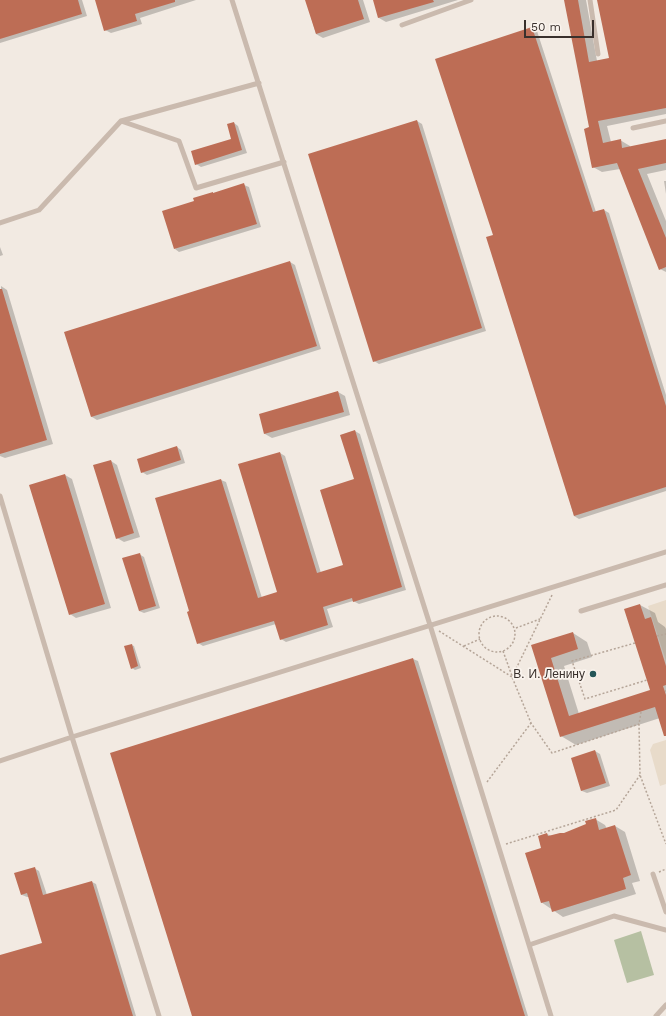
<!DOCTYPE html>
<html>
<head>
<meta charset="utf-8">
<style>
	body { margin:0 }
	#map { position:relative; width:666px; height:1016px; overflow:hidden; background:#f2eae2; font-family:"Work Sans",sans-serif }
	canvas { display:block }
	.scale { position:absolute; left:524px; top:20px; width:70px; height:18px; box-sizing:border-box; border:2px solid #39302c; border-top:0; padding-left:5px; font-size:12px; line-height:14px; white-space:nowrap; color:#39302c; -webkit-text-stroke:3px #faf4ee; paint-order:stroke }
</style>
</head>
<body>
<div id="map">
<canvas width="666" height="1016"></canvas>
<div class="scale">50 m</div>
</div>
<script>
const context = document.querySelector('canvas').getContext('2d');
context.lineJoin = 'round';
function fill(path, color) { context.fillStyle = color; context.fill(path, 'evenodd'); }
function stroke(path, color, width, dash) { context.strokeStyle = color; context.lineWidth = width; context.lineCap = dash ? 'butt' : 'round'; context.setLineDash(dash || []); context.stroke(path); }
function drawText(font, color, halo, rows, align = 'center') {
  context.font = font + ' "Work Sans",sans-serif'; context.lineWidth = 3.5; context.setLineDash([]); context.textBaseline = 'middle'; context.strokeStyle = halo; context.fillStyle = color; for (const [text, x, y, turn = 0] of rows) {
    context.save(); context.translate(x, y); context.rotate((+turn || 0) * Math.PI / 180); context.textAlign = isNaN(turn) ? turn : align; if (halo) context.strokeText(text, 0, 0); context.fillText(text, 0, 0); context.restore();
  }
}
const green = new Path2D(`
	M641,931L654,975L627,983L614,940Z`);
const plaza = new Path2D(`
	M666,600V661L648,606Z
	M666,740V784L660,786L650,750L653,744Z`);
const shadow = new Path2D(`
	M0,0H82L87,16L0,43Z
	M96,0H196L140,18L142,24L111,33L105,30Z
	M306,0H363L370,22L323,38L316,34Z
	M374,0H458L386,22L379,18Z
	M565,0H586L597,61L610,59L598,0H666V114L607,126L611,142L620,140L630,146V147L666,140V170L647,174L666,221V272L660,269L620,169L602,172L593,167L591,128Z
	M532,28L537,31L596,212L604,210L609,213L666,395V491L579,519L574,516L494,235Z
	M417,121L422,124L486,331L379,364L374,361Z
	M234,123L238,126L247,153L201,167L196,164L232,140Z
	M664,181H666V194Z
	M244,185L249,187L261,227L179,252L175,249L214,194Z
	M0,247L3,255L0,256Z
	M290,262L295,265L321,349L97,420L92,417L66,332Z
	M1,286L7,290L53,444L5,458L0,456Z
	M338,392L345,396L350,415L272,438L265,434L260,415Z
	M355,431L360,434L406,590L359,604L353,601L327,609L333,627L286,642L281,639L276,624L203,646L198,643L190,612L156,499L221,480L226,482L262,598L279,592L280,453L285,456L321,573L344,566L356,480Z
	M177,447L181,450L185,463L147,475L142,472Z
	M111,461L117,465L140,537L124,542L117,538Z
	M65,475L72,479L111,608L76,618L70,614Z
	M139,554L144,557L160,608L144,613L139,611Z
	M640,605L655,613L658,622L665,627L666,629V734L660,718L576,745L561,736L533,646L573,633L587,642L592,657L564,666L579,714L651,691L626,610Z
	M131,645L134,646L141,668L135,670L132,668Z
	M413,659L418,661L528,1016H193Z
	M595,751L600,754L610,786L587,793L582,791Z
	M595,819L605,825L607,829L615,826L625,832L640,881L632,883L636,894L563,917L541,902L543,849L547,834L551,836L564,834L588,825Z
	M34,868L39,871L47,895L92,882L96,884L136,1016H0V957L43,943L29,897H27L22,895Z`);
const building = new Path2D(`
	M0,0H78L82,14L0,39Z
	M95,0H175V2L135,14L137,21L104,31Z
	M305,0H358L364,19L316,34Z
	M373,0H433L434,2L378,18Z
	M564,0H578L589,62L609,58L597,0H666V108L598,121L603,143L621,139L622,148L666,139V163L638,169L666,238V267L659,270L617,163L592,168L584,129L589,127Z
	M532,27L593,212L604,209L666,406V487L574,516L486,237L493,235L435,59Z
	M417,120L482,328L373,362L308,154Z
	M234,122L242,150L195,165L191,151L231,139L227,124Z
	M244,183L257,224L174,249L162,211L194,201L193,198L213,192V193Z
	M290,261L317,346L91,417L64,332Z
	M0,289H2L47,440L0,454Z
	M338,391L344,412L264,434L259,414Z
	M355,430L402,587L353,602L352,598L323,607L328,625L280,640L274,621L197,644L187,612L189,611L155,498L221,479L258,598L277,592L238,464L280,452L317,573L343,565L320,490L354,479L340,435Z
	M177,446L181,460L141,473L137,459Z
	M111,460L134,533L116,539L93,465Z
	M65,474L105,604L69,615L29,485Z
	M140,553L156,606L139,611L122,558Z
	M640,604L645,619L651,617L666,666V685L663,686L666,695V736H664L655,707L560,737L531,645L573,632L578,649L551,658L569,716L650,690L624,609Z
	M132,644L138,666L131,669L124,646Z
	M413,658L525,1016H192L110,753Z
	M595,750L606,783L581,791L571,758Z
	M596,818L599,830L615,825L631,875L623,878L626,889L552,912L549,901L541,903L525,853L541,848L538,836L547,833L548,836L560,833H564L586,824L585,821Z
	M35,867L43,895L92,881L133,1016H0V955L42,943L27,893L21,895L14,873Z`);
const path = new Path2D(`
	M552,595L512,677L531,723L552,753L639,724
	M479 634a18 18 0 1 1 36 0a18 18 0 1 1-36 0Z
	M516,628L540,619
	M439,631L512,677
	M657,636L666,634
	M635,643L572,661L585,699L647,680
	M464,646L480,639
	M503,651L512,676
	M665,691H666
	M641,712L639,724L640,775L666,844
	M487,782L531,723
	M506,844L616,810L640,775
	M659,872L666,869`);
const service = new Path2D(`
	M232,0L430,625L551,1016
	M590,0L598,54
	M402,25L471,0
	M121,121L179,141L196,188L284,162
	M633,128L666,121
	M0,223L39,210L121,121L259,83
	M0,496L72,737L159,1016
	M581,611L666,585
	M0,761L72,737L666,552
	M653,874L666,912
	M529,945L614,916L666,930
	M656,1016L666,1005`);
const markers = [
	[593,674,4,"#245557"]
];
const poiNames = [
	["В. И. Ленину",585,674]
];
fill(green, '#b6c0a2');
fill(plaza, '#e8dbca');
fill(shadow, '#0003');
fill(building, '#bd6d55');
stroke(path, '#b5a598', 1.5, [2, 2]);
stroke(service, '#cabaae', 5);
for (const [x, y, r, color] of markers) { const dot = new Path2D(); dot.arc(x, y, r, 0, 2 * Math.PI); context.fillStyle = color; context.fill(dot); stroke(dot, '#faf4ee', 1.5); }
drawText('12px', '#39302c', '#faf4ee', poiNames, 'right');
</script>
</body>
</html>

INSTRUCTIONS FOR THE TASK -
Go back to the data above and please quote exactly, and only, the lines from the line with "M65,474L105,604L69,615L29,485Z" through its last line.

RESULT OF THIS TASK -
	M65,474L105,604L69,615L29,485Z
	M140,553L156,606L139,611L122,558Z
	M640,604L645,619L651,617L666,666V685L663,686L666,695V736H664L655,707L560,737L531,645L573,632L578,649L551,658L569,716L650,690L624,609Z
	M132,644L138,666L131,669L124,646Z
	M413,658L525,1016H192L110,753Z
	M595,750L606,783L581,791L571,758Z
	M596,818L599,830L615,825L631,875L623,878L626,889L552,912L549,901L541,903L525,853L541,848L538,836L547,833L548,836L560,833H564L586,824L585,821Z
	M35,867L43,895L92,881L133,1016H0V955L42,943L27,893L21,895L14,873Z`);
const path = new Path2D(`
	M552,595L512,677L531,723L552,753L639,724
	M479 634a18 18 0 1 1 36 0a18 18 0 1 1-36 0Z
	M516,628L540,619
	M439,631L512,677
	M657,636L666,634
	M635,643L572,661L585,699L647,680
	M464,646L480,639
	M503,651L512,676
	M665,691H666
	M641,712L639,724L640,775L666,844
	M487,782L531,723
	M506,844L616,810L640,775
	M659,872L666,869`);
const service = new Path2D(`
	M232,0L430,625L551,1016
	M590,0L598,54
	M402,25L471,0
	M121,121L179,141L196,188L284,162
	M633,128L666,121
	M0,223L39,210L121,121L259,83
	M0,496L72,737L159,1016
	M581,611L666,585
	M0,761L72,737L666,552
	M653,874L666,912
	M529,945L614,916L666,930
	M656,1016L666,1005`);
const markers = [
	[593,674,4,"#245557"]
];
const poiNames = [
	["В. И. Ленину",585,674]
];
fill(green, '#b6c0a2');
fill(plaza, '#e8dbca');
fill(shadow, '#0003');
fill(building, '#bd6d55');
stroke(path, '#b5a598', 1.5, [2, 2]);
stroke(service, '#cabaae', 5);
for (const [x, y, r, color] of markers) { const dot = new Path2D(); dot.arc(x, y, r, 0, 2 * Math.PI); context.fillStyle = color; context.fill(dot); stroke(dot, '#faf4ee', 1.5); }
drawText('12px', '#39302c', '#faf4ee', poiNames, 'right');
</script>
</body>
</html>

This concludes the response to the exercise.